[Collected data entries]

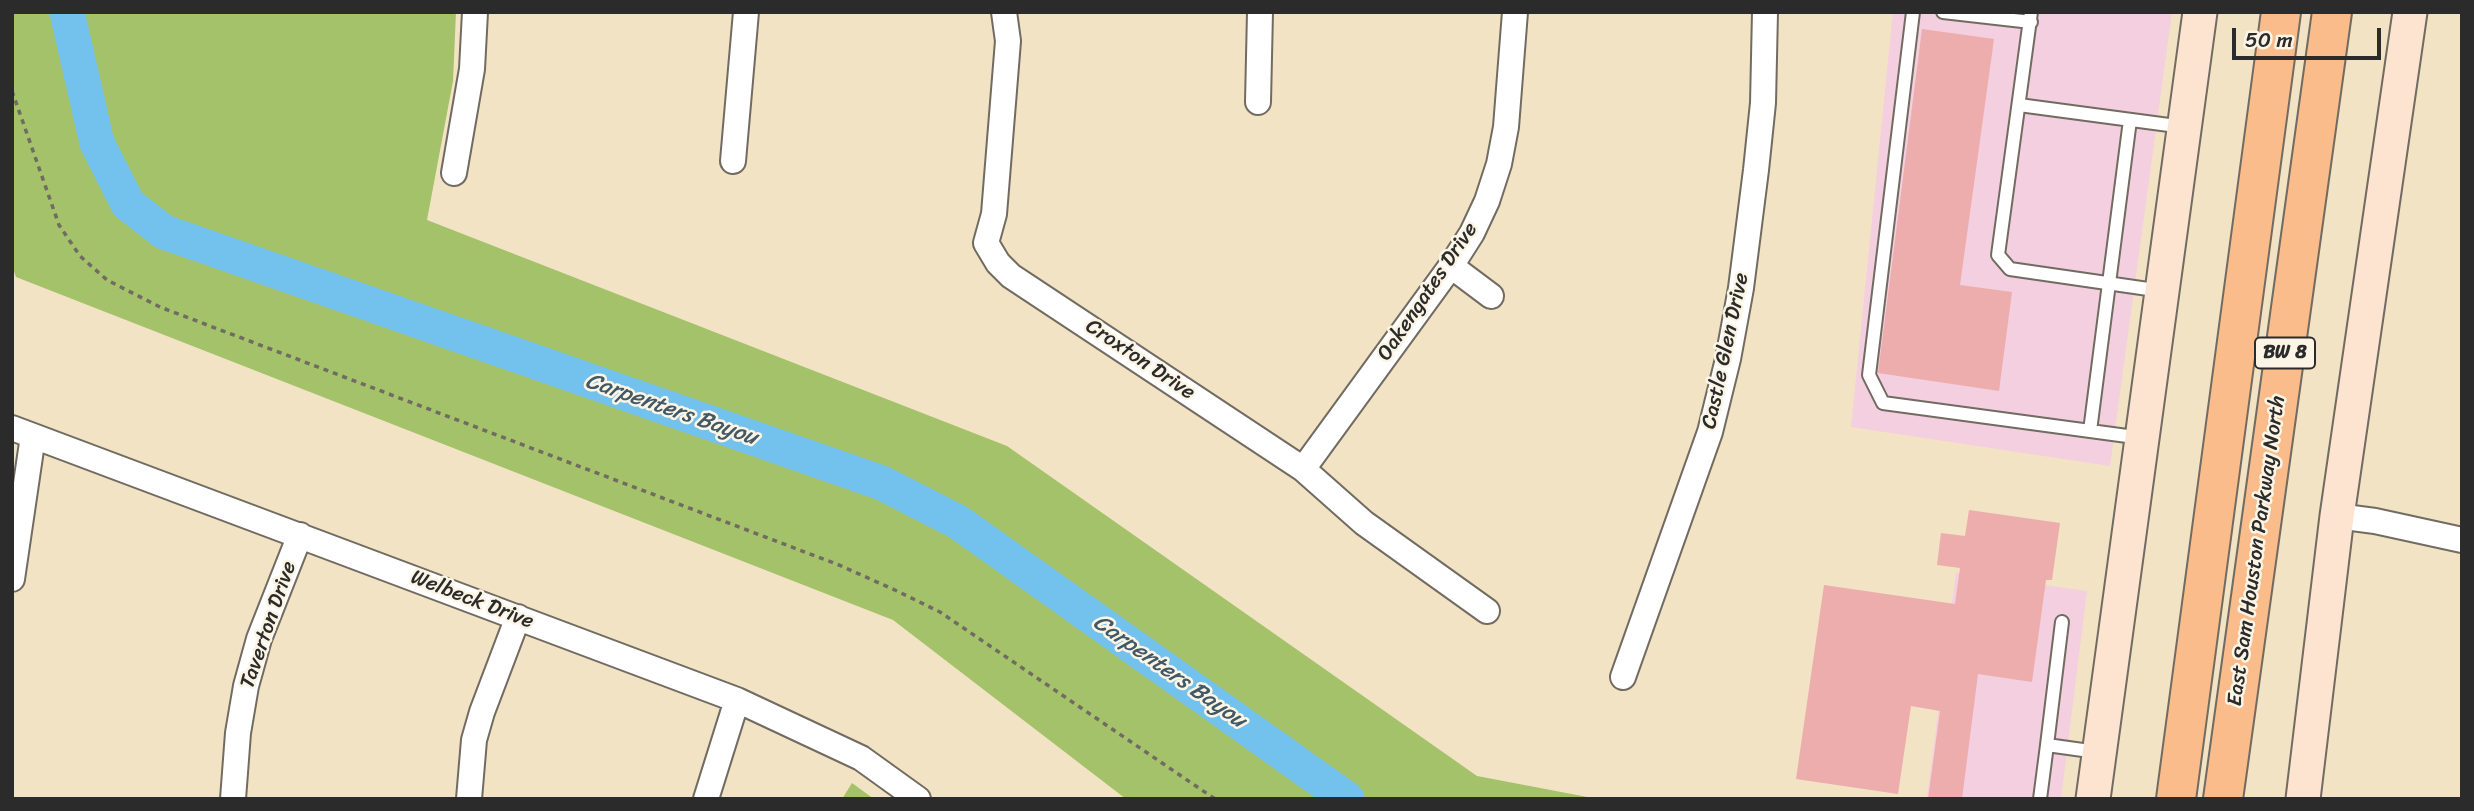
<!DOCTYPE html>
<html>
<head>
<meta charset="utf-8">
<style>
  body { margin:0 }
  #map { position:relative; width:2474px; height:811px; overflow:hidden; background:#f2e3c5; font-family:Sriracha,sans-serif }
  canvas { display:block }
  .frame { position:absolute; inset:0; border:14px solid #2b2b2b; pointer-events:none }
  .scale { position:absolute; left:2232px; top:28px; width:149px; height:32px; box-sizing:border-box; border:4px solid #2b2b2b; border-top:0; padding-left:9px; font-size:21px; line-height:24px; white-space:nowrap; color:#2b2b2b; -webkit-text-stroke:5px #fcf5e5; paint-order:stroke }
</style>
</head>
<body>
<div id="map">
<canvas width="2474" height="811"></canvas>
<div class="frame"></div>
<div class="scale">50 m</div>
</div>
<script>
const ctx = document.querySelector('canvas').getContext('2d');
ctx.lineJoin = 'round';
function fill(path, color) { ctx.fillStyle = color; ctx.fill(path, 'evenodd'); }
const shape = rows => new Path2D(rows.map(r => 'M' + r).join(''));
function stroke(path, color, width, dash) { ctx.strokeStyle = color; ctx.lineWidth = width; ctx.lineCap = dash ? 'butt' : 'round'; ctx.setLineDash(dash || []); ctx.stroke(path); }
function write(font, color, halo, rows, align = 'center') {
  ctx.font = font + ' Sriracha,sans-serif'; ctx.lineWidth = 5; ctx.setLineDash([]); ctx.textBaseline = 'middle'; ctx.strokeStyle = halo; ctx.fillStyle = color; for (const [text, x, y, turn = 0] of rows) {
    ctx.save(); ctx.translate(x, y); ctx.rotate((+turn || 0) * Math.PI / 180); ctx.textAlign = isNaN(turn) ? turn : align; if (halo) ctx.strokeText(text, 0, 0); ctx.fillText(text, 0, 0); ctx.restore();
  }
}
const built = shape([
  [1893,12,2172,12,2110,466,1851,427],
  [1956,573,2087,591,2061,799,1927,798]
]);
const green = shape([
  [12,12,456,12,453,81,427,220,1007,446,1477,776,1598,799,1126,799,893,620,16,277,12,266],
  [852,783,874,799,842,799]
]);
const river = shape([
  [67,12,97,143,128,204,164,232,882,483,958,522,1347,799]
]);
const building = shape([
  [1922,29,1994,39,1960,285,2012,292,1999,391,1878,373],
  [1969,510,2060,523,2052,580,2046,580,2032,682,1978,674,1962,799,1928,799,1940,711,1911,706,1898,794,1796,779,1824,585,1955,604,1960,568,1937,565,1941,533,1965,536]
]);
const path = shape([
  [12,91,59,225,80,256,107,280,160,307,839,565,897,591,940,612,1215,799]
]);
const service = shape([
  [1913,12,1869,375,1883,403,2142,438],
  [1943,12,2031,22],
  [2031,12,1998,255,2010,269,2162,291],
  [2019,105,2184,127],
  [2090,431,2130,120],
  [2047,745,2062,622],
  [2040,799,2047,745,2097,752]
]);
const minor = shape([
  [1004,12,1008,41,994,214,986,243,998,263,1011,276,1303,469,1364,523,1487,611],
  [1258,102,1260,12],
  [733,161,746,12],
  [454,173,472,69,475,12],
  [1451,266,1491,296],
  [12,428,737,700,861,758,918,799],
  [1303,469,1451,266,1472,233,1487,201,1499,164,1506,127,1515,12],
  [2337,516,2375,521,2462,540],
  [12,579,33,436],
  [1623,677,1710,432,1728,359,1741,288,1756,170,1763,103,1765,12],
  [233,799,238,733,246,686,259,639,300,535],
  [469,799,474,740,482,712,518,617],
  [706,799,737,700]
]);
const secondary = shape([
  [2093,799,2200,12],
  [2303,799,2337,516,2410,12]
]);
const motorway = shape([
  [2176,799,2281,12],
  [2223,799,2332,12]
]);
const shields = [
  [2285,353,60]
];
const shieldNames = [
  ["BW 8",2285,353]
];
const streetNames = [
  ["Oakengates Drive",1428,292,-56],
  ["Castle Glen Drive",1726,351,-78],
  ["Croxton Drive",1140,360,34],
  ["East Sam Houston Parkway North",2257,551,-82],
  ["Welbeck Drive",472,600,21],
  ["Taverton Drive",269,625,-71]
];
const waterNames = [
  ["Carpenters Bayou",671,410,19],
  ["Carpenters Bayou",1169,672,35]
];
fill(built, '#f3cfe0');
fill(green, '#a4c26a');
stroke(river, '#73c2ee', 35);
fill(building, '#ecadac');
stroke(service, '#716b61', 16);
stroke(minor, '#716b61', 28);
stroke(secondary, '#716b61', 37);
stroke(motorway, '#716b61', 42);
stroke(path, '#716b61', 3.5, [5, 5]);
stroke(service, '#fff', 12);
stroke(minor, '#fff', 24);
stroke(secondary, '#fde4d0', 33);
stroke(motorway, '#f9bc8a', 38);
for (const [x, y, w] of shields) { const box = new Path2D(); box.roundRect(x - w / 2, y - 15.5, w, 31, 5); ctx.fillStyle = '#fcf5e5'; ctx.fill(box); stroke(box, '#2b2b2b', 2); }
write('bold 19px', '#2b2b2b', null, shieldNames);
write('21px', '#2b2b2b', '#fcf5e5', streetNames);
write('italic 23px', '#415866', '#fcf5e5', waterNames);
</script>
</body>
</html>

Activity: List every line above containing the word "align".

Answer to the exercise:
function write(font, color, halo, rows, align = 'center') {
    ctx.save(); ctx.translate(x, y); ctx.rotate((+turn || 0) * Math.PI / 180); ctx.textAlign = isNaN(turn) ? turn : align; if (halo) ctx.strokeText(text, 0, 0); ctx.fillText(text, 0, 0); ctx.restore();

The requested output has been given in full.